• Assigned task
Below are the entries; give again exactly the lines from the one mentioning "for (const [text, x, y, turn" through the one mentioning "M1642,11H2030L2039,51L2031,124L1909,168L1856,157L1739,88Z", inclusive.

═════ Stored data

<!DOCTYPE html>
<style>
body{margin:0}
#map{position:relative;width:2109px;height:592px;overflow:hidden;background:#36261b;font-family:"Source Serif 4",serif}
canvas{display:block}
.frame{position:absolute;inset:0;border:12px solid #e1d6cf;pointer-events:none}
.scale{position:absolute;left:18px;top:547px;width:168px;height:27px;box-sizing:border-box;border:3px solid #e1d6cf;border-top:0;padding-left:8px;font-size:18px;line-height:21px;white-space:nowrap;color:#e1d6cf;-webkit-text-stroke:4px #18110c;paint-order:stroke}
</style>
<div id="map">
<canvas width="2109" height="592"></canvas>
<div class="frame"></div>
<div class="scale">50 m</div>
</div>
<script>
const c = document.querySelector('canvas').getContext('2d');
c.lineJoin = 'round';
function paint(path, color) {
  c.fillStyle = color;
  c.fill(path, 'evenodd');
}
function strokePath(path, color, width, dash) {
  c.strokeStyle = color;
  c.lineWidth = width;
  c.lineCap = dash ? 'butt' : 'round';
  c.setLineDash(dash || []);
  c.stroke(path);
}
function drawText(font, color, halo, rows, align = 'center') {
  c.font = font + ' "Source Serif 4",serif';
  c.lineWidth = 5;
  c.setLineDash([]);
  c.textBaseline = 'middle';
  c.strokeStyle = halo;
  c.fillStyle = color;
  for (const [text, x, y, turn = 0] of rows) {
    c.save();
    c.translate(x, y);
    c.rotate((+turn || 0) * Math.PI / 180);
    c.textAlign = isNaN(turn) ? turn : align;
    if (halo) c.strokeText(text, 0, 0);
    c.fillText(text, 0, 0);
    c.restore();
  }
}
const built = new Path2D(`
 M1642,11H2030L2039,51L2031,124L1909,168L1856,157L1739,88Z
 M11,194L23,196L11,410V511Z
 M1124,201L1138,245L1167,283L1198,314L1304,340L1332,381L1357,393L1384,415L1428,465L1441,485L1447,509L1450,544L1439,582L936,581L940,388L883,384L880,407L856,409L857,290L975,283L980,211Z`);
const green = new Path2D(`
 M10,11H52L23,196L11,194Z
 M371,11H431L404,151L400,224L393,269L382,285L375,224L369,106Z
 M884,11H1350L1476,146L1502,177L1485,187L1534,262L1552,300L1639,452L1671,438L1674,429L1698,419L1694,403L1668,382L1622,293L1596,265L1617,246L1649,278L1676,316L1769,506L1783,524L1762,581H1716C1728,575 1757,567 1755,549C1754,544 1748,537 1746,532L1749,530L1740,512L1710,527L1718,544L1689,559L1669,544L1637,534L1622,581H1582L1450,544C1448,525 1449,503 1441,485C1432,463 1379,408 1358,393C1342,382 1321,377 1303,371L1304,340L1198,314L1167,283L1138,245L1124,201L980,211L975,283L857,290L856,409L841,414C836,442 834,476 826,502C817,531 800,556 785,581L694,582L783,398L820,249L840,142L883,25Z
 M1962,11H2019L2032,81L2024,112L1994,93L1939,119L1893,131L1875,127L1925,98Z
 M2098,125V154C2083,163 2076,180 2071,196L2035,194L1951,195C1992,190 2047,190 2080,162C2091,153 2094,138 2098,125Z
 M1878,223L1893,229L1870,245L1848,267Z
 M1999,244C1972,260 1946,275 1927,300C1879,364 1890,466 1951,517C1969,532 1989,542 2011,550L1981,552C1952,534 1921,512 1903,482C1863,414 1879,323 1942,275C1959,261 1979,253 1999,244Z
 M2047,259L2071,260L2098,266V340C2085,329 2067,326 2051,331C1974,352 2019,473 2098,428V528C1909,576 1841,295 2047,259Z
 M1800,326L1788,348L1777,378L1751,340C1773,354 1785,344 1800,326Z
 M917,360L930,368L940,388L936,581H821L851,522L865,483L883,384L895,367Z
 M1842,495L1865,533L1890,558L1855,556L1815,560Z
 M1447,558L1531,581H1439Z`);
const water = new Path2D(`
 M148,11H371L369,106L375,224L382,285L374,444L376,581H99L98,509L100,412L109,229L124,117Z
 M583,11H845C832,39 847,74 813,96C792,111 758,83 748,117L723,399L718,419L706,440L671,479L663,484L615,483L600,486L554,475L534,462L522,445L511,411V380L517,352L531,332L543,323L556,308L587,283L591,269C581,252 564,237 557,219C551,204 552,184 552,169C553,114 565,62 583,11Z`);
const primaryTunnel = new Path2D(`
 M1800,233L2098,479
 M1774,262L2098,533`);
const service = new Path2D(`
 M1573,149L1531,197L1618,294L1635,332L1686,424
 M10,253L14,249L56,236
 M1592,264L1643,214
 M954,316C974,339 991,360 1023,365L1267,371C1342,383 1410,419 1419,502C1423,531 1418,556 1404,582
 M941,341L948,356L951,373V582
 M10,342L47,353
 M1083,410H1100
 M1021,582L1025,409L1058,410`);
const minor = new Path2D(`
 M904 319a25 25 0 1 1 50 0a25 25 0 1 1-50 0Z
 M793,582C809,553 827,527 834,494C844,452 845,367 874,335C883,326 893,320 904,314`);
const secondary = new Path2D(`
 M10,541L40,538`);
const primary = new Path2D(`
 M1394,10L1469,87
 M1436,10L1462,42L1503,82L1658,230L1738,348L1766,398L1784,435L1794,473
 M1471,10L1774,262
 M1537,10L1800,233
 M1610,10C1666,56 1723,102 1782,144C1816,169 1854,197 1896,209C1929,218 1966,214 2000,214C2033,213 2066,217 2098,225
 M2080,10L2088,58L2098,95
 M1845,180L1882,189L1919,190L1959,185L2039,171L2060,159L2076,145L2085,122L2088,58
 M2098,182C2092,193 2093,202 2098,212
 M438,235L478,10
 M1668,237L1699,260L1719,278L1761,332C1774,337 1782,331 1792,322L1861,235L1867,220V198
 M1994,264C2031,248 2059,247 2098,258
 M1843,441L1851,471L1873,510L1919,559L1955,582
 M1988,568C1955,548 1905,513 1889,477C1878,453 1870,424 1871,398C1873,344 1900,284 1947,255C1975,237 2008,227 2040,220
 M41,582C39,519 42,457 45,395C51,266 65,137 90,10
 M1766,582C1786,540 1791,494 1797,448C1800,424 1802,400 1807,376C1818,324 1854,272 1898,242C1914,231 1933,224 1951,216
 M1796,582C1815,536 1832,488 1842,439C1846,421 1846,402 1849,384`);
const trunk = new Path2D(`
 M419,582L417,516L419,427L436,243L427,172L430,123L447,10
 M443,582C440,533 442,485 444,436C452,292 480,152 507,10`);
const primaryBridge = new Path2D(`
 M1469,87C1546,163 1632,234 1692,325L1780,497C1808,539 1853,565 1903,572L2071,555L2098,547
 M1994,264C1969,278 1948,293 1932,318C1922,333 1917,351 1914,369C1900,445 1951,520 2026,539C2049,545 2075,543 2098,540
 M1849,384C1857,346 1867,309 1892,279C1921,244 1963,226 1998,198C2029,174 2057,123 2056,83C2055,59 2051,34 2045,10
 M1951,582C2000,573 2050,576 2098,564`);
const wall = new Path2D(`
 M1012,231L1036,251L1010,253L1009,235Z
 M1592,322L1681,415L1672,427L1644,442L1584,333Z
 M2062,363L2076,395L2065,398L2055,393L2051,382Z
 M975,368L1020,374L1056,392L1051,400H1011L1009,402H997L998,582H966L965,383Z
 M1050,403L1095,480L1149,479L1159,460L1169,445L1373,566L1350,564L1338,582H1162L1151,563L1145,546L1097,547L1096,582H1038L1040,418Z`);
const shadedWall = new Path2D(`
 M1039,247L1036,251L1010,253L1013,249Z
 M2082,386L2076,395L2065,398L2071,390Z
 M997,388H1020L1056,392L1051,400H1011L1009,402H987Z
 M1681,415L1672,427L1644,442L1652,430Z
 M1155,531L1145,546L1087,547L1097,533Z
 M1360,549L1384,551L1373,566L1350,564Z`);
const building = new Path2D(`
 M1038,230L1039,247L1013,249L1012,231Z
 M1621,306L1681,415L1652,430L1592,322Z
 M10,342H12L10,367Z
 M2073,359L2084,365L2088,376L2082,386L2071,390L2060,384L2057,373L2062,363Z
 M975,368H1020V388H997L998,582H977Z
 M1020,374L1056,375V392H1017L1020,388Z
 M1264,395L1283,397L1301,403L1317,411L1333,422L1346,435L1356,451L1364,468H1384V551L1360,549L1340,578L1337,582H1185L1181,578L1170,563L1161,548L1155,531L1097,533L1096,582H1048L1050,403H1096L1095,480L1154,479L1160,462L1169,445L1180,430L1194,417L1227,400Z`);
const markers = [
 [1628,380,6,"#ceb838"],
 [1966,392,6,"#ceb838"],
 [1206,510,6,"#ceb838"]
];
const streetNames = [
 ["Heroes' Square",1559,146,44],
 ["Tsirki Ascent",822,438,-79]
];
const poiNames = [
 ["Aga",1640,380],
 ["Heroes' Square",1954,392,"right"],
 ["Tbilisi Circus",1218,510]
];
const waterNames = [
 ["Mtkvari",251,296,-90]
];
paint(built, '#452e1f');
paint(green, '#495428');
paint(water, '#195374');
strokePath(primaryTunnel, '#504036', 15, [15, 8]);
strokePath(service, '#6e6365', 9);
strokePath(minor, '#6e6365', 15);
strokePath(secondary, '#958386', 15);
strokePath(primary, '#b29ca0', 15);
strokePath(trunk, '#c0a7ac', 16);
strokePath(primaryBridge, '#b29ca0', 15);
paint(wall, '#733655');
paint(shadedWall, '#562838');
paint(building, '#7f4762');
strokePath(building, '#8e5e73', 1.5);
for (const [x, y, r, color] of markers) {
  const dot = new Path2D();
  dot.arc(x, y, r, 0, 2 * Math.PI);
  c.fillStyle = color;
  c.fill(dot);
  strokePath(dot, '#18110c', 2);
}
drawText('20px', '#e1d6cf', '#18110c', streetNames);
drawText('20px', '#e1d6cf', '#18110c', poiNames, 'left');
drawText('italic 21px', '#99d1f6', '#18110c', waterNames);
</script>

══════════

• Answer to the exercise
  for (const [text, x, y, turn = 0] of rows) {
    c.save();
    c.translate(x, y);
    c.rotate((+turn || 0) * Math.PI / 180);
    c.textAlign = isNaN(turn) ? turn : align;
    if (halo) c.strokeText(text, 0, 0);
    c.fillText(text, 0, 0);
    c.restore();
  }
}
const built = new Path2D(`
 M1642,11H2030L2039,51L2031,124L1909,168L1856,157L1739,88Z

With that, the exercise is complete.